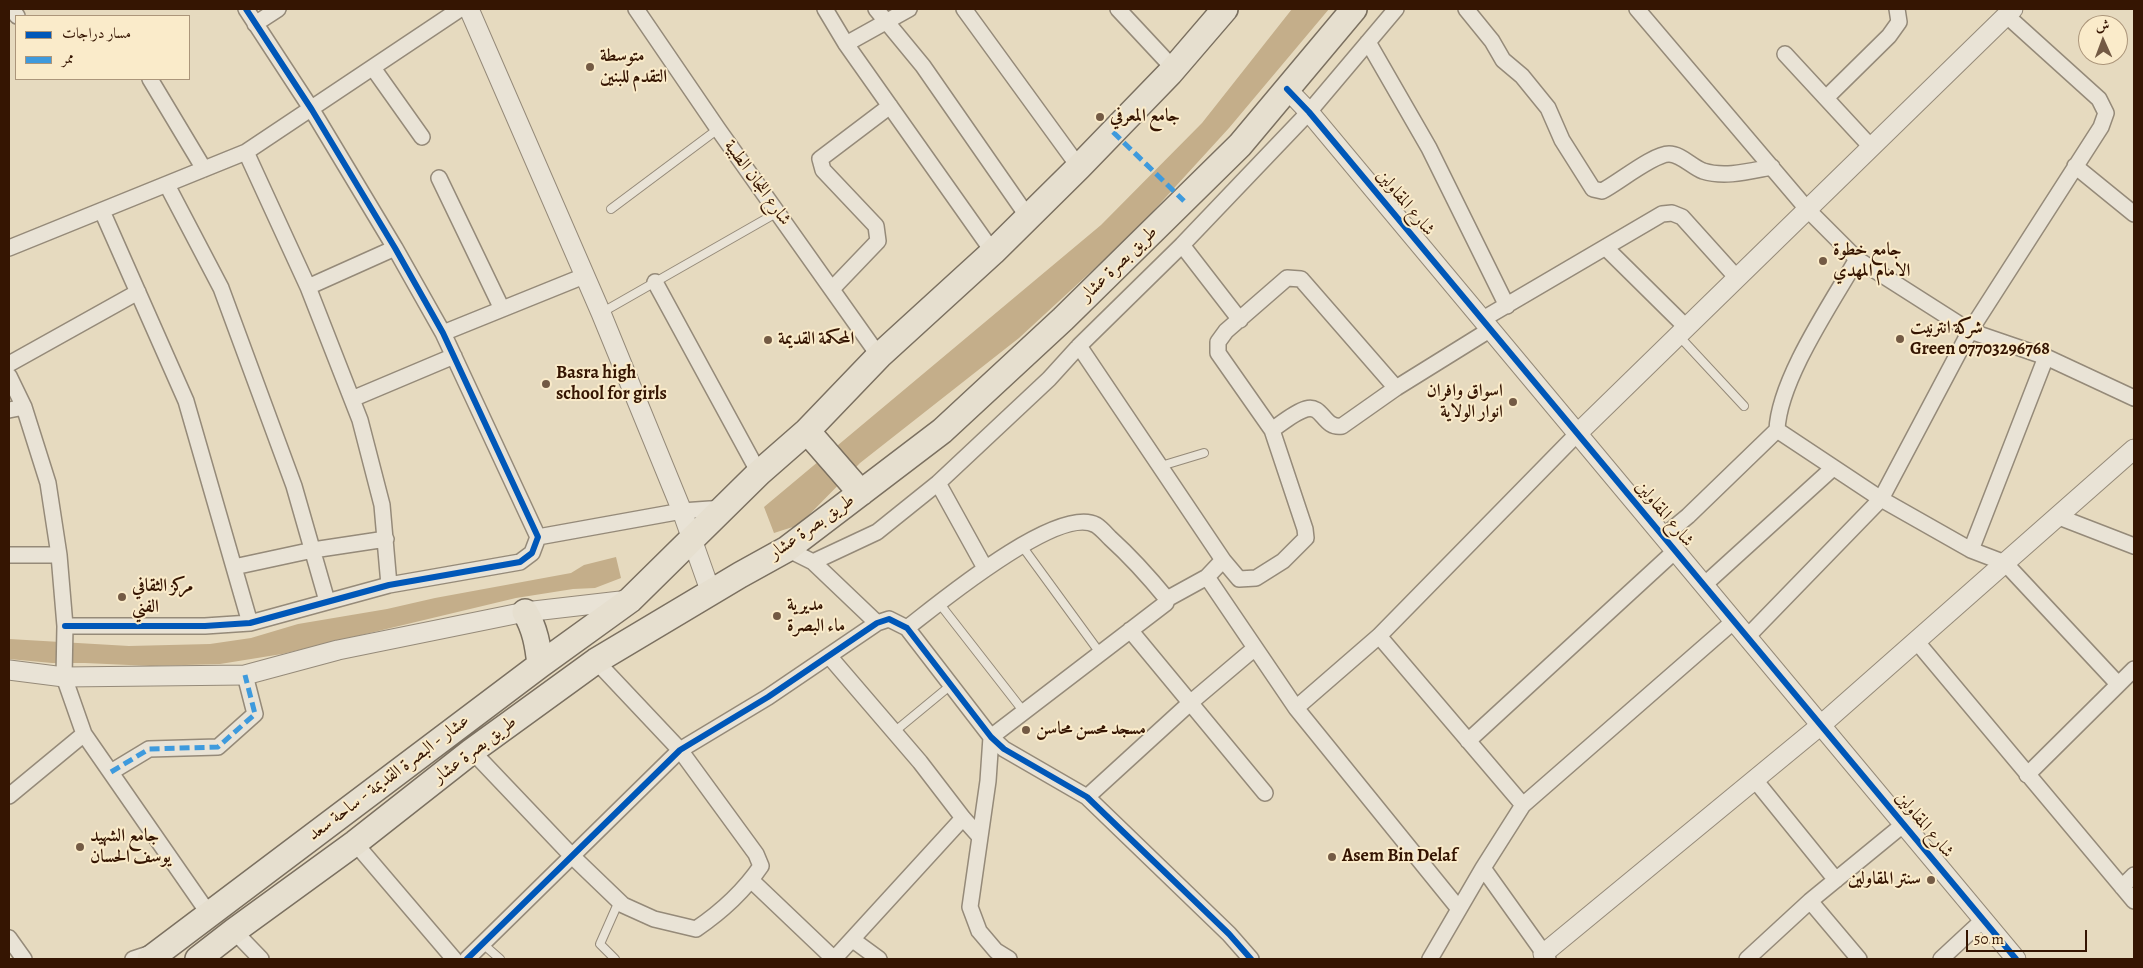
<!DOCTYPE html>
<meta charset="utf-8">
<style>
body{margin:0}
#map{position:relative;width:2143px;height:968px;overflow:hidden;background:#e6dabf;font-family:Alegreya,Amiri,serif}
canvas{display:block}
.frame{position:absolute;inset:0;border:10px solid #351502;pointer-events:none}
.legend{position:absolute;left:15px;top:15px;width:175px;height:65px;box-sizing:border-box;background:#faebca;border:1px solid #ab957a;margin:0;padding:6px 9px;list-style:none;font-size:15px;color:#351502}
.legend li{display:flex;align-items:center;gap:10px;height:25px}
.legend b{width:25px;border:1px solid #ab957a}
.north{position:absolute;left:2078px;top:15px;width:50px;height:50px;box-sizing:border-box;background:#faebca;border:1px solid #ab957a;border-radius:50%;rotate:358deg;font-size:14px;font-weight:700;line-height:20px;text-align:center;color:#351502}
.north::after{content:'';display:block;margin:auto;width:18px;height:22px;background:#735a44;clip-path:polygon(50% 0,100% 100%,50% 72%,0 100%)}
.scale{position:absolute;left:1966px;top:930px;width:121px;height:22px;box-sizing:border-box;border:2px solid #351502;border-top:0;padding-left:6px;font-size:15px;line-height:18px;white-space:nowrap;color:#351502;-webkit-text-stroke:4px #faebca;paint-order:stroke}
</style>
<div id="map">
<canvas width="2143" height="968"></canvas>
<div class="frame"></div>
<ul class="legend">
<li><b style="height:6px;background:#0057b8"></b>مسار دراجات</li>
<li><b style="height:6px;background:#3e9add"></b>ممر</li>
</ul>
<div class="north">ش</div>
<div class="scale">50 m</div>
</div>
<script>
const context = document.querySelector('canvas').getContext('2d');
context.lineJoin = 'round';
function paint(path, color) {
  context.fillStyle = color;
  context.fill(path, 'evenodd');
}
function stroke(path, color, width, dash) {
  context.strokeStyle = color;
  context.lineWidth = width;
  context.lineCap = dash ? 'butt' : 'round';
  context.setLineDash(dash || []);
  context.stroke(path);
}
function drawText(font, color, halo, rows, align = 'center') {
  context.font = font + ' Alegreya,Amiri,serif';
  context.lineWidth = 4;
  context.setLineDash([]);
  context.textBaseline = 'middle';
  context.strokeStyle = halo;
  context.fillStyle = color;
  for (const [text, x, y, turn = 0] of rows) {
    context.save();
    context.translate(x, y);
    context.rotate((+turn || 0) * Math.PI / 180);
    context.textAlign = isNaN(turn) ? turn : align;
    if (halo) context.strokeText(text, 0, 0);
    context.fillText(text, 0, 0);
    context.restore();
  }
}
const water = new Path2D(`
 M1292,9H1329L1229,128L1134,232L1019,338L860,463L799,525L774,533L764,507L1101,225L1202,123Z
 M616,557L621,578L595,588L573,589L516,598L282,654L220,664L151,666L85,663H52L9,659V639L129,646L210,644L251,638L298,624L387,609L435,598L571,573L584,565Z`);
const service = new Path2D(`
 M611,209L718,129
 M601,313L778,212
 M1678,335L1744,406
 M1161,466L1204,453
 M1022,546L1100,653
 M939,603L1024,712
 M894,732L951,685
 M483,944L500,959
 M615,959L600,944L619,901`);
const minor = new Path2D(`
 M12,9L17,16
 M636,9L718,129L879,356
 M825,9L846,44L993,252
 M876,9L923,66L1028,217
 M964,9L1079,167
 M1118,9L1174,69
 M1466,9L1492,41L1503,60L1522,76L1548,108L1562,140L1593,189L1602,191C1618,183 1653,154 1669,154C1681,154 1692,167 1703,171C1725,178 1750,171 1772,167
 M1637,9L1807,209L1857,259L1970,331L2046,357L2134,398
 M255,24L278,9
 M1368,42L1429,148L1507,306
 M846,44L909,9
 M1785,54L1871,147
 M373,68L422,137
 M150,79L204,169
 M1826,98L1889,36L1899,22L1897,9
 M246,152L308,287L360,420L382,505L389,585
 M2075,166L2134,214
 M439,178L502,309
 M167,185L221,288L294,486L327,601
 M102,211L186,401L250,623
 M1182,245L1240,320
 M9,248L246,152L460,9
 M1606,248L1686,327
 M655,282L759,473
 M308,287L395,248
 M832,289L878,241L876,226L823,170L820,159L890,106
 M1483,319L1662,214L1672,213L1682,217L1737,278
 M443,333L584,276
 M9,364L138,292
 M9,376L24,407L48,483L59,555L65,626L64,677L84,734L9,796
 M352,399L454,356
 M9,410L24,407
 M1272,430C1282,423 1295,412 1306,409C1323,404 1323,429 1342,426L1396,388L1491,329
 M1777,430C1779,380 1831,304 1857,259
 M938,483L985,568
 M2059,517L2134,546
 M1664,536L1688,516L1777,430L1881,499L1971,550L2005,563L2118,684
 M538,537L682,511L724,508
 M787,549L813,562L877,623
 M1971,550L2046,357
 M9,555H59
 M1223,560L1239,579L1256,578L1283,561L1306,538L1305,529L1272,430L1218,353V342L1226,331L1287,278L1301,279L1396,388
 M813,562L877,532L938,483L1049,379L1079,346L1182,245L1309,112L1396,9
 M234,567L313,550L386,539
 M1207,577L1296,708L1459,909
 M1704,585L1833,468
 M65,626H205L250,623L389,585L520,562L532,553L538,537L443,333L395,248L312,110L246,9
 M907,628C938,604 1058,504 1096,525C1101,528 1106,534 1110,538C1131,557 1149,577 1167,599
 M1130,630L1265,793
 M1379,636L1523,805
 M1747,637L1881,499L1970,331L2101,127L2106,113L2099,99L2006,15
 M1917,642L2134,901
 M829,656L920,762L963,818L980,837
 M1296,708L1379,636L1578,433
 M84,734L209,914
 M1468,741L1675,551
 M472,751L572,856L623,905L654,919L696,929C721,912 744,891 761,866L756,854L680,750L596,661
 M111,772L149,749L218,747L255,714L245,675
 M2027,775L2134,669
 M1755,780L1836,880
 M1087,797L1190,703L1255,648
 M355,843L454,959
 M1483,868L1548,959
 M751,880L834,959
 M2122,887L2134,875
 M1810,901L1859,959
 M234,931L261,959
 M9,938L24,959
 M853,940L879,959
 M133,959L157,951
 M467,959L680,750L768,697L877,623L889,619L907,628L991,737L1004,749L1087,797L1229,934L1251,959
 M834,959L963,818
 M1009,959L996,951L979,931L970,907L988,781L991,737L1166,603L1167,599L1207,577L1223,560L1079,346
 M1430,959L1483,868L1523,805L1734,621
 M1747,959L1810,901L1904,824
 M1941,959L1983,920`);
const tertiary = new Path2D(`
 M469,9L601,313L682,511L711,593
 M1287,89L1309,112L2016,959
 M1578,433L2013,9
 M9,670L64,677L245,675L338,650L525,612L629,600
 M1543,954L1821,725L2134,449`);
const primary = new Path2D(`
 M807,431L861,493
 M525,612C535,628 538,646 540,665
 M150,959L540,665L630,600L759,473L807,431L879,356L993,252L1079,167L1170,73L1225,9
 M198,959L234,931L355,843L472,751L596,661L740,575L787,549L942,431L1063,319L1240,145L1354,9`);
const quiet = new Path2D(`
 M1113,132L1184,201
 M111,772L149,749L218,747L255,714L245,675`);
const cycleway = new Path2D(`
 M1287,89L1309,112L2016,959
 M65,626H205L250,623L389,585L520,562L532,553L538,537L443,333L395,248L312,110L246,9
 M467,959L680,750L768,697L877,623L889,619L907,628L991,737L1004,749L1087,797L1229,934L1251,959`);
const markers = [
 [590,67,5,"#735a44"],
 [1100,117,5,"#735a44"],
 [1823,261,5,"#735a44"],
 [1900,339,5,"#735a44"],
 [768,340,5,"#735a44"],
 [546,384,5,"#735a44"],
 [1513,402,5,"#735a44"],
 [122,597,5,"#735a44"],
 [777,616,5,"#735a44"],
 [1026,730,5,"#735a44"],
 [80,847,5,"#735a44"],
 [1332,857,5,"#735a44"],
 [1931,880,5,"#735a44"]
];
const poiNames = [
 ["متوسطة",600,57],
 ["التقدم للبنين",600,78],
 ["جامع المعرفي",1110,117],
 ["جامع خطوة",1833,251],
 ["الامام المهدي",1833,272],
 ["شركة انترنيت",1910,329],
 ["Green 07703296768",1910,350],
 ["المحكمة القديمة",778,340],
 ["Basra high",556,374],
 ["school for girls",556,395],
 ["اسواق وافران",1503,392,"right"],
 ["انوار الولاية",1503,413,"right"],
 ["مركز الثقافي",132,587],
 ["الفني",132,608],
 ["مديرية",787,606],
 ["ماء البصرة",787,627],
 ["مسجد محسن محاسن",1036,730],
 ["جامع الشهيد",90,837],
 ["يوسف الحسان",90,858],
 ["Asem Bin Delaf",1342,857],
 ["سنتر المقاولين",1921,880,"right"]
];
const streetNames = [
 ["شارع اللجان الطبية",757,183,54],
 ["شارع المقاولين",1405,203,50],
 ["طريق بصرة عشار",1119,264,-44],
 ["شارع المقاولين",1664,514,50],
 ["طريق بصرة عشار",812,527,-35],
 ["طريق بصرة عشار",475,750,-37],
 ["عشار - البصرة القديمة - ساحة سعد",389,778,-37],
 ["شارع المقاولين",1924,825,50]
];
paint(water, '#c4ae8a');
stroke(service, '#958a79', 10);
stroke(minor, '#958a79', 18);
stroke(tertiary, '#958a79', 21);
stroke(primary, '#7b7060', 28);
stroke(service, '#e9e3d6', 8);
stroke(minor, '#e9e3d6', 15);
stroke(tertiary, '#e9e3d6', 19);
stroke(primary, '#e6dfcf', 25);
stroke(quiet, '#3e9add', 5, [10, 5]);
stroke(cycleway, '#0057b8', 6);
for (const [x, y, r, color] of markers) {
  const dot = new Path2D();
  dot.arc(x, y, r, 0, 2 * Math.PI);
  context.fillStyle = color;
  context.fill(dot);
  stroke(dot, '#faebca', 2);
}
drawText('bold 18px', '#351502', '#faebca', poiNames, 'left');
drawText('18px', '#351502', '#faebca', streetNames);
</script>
= = =
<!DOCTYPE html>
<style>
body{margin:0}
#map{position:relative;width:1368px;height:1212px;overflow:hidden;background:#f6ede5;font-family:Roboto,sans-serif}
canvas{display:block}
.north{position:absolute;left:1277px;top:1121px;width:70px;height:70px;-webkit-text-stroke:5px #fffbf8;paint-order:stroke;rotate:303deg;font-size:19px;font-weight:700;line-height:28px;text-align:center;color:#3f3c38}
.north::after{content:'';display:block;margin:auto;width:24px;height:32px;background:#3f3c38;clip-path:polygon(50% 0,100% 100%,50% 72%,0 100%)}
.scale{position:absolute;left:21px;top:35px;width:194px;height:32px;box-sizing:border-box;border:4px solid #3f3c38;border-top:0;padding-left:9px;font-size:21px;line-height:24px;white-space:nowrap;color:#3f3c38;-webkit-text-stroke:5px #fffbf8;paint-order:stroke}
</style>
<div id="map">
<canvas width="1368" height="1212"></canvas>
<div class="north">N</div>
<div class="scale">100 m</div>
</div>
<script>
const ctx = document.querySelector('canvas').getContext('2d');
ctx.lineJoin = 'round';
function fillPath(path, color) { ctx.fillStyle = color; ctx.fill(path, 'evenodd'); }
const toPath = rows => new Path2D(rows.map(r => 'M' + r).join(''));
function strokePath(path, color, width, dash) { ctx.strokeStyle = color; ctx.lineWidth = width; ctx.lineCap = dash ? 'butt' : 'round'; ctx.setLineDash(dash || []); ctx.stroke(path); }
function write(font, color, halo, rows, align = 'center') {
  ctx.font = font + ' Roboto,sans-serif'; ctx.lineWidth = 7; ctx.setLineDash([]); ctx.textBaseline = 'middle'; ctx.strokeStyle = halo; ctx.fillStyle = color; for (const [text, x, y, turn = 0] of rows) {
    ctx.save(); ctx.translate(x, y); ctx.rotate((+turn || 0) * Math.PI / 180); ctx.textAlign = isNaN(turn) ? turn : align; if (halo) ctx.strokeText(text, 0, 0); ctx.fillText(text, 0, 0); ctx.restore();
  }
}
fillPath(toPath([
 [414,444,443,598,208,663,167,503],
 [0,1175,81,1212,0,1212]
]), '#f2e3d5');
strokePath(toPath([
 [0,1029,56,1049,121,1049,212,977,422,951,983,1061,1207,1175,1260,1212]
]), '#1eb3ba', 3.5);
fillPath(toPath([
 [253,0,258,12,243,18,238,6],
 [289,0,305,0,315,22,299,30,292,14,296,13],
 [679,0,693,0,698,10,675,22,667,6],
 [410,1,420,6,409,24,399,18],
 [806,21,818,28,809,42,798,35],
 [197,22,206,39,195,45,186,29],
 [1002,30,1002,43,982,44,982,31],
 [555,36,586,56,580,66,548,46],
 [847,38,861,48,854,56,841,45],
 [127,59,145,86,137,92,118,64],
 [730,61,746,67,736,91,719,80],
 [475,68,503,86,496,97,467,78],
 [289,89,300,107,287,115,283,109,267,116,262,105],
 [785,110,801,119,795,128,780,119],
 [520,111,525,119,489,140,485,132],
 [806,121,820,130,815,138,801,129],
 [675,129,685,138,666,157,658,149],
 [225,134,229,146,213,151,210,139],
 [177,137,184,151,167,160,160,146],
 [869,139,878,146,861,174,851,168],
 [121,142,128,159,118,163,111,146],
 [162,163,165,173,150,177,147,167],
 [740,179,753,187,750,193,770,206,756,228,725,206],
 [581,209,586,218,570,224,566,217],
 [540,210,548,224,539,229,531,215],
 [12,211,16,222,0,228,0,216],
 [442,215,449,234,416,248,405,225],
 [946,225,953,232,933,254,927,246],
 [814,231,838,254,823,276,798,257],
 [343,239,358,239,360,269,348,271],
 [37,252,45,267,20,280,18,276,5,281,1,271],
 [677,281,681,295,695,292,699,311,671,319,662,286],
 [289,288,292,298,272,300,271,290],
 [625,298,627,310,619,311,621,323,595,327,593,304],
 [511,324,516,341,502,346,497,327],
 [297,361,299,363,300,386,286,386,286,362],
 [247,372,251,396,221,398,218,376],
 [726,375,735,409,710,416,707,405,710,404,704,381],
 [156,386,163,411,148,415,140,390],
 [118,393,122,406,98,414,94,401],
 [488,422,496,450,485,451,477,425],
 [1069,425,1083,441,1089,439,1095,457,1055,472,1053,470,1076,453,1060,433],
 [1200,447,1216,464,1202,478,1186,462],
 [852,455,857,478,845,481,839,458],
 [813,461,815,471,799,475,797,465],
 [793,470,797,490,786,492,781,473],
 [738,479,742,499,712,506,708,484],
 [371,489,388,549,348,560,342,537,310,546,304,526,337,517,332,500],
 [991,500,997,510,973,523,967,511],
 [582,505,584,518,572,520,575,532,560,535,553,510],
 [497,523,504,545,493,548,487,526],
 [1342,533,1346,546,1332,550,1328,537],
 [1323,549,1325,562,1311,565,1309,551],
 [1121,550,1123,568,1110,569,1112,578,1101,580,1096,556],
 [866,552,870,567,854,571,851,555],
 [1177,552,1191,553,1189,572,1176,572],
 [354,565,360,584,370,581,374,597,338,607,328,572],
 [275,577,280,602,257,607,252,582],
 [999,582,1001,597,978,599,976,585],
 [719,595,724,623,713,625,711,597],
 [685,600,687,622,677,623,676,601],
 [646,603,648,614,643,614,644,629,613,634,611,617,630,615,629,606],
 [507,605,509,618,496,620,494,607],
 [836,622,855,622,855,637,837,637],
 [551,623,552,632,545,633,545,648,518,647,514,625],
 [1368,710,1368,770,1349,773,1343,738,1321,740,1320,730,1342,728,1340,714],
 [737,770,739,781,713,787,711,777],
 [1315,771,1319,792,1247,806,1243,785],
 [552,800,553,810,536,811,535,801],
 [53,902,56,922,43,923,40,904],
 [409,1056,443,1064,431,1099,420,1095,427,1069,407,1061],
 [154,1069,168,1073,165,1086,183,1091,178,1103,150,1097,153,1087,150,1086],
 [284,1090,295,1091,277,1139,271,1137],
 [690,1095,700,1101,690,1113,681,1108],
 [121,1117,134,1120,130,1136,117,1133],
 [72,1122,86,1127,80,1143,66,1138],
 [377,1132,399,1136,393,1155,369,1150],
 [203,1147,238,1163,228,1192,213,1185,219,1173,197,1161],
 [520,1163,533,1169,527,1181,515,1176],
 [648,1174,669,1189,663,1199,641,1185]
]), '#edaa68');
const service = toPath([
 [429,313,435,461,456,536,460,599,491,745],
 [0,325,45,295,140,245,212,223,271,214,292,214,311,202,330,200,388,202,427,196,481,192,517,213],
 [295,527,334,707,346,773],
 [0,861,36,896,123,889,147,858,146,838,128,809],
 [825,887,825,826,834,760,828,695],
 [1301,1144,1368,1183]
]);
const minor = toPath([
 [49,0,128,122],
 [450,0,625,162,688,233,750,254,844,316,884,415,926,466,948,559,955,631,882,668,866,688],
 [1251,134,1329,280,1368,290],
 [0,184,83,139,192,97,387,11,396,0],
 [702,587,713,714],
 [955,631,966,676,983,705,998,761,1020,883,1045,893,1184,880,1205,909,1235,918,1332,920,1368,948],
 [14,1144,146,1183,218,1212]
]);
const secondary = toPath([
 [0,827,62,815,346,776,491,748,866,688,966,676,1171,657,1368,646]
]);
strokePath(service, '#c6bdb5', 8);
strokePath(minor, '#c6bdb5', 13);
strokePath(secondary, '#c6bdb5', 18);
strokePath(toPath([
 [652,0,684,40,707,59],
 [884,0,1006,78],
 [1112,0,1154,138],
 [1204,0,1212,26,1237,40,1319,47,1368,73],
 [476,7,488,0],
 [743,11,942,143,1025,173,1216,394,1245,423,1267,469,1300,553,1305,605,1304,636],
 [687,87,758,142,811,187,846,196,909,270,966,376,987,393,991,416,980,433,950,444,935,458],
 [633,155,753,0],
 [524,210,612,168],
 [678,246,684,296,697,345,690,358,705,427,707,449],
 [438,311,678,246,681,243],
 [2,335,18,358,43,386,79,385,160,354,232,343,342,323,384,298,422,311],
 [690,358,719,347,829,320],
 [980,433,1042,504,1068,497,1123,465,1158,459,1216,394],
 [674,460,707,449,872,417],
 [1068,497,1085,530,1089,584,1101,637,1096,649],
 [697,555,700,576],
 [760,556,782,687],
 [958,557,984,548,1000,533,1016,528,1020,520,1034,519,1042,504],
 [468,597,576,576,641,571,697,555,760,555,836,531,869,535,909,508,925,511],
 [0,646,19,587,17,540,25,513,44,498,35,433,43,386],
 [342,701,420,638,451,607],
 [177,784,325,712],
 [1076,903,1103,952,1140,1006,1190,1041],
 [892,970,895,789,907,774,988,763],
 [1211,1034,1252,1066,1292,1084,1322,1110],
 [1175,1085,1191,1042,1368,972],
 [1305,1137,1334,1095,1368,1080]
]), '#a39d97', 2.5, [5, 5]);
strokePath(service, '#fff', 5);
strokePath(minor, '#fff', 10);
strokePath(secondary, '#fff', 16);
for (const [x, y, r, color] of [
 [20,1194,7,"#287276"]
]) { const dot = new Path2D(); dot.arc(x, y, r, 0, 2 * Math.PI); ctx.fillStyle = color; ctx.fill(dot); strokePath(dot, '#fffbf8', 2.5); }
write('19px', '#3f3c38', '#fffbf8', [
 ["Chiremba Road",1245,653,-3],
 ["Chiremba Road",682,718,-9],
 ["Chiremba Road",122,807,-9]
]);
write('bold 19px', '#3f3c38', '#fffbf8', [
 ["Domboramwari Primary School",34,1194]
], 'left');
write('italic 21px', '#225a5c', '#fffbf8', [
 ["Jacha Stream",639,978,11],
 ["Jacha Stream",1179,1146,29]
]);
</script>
= = =
• Assignment: Going through the data, count each line where the word "fillText" appears, and state only the total.

• Answer for the task: 2